PROMPT:
Where does the word "SimiLi" occur in the entries below? Copy every line that has it.

INPUT DATA:
————————
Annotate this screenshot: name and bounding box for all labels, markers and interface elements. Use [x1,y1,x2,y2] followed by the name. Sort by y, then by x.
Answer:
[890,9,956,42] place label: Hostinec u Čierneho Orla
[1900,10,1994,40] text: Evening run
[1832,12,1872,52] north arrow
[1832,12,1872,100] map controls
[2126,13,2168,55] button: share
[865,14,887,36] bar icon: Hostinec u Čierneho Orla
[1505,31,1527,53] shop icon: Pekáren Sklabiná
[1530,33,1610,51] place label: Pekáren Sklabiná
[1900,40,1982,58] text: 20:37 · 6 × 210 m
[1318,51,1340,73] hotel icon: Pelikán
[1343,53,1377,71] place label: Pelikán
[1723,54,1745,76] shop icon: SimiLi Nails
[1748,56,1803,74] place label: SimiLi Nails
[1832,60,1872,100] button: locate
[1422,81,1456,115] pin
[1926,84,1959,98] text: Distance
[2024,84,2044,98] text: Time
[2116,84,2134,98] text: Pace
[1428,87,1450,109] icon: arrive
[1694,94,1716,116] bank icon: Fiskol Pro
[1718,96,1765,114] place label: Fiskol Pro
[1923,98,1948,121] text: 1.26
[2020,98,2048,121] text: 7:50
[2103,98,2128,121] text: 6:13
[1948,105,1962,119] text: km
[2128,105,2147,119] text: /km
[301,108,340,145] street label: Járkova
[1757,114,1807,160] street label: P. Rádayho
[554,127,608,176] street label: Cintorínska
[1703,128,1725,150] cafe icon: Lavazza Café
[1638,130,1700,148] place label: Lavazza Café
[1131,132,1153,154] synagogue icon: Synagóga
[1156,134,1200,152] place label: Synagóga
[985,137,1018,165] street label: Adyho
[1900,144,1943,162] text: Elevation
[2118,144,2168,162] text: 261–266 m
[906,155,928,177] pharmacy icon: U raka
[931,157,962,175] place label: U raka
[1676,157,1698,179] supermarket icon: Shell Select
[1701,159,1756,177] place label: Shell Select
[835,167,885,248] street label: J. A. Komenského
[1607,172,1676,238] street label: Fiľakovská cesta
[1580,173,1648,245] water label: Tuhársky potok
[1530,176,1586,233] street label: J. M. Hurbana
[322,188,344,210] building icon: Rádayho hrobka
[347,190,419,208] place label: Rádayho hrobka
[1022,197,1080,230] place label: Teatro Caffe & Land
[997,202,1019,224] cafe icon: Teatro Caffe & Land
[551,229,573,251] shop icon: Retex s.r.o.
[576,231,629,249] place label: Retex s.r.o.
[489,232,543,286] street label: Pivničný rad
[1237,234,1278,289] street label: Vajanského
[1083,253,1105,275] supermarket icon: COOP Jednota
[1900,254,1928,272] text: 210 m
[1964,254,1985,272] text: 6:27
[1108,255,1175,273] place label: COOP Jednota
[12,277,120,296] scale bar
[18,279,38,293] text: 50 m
————————
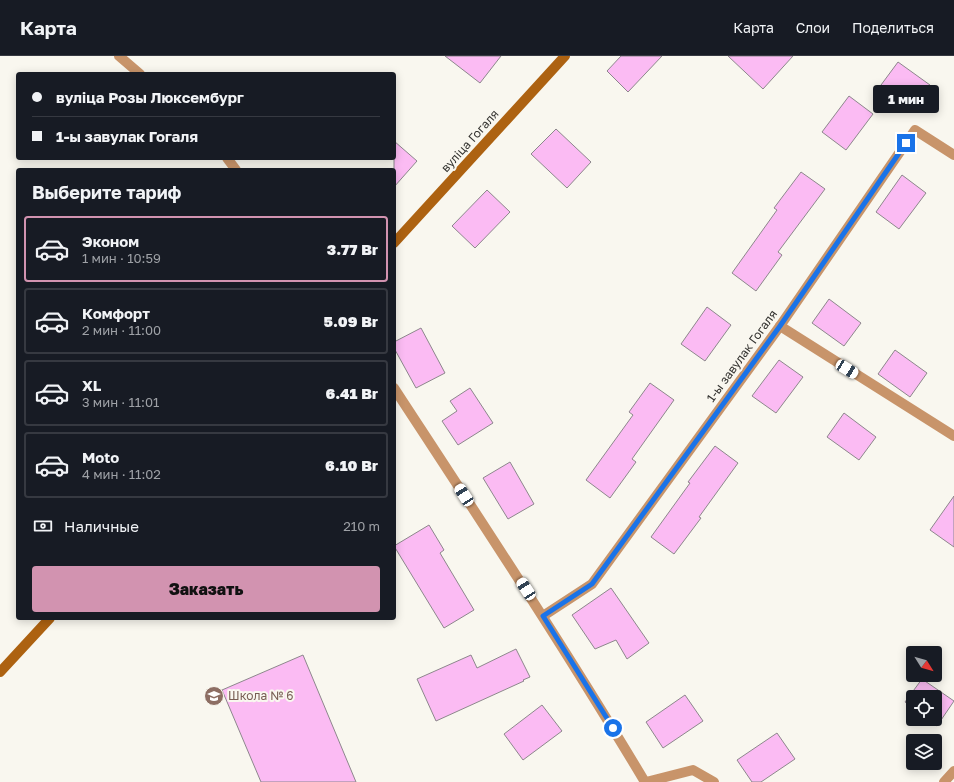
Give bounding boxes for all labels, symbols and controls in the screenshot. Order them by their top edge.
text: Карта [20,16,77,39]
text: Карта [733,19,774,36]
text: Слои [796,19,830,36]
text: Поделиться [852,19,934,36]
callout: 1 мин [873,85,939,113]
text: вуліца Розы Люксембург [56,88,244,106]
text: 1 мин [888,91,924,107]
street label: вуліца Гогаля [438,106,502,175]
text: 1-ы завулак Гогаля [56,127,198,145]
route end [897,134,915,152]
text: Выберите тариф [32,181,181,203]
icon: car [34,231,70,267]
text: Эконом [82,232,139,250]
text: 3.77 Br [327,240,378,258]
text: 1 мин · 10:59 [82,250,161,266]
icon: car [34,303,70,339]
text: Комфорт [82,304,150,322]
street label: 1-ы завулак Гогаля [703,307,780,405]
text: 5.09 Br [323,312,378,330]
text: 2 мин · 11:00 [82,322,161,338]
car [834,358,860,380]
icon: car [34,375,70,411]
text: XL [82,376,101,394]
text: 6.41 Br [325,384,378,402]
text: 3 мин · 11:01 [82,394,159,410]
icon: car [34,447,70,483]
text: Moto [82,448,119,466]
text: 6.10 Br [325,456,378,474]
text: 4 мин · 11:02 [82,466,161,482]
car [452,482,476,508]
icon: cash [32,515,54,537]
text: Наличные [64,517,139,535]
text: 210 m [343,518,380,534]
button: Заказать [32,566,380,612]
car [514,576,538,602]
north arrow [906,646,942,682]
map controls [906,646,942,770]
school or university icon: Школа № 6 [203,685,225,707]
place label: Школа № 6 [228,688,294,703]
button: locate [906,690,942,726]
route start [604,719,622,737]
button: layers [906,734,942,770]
————————
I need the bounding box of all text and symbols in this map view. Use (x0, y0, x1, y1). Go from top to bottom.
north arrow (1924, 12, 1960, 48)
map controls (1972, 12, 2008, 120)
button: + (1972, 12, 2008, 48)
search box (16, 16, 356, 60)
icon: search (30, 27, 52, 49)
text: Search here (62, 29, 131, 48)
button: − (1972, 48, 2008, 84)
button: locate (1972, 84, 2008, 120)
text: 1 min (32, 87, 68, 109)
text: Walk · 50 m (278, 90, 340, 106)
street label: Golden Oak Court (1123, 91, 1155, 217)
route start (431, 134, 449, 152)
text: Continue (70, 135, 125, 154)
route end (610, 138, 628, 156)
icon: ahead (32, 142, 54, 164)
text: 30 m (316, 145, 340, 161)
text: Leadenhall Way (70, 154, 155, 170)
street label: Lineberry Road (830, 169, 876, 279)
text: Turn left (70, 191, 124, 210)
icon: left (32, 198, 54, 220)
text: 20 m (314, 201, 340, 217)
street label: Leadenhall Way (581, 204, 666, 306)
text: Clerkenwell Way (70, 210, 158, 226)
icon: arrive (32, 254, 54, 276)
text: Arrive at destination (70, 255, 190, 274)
————————
YOUR RESPONSE:
[1723,54,1745,76] shop icon: SimiLi Nails
[1748,56,1803,74] place label: SimiLi Nails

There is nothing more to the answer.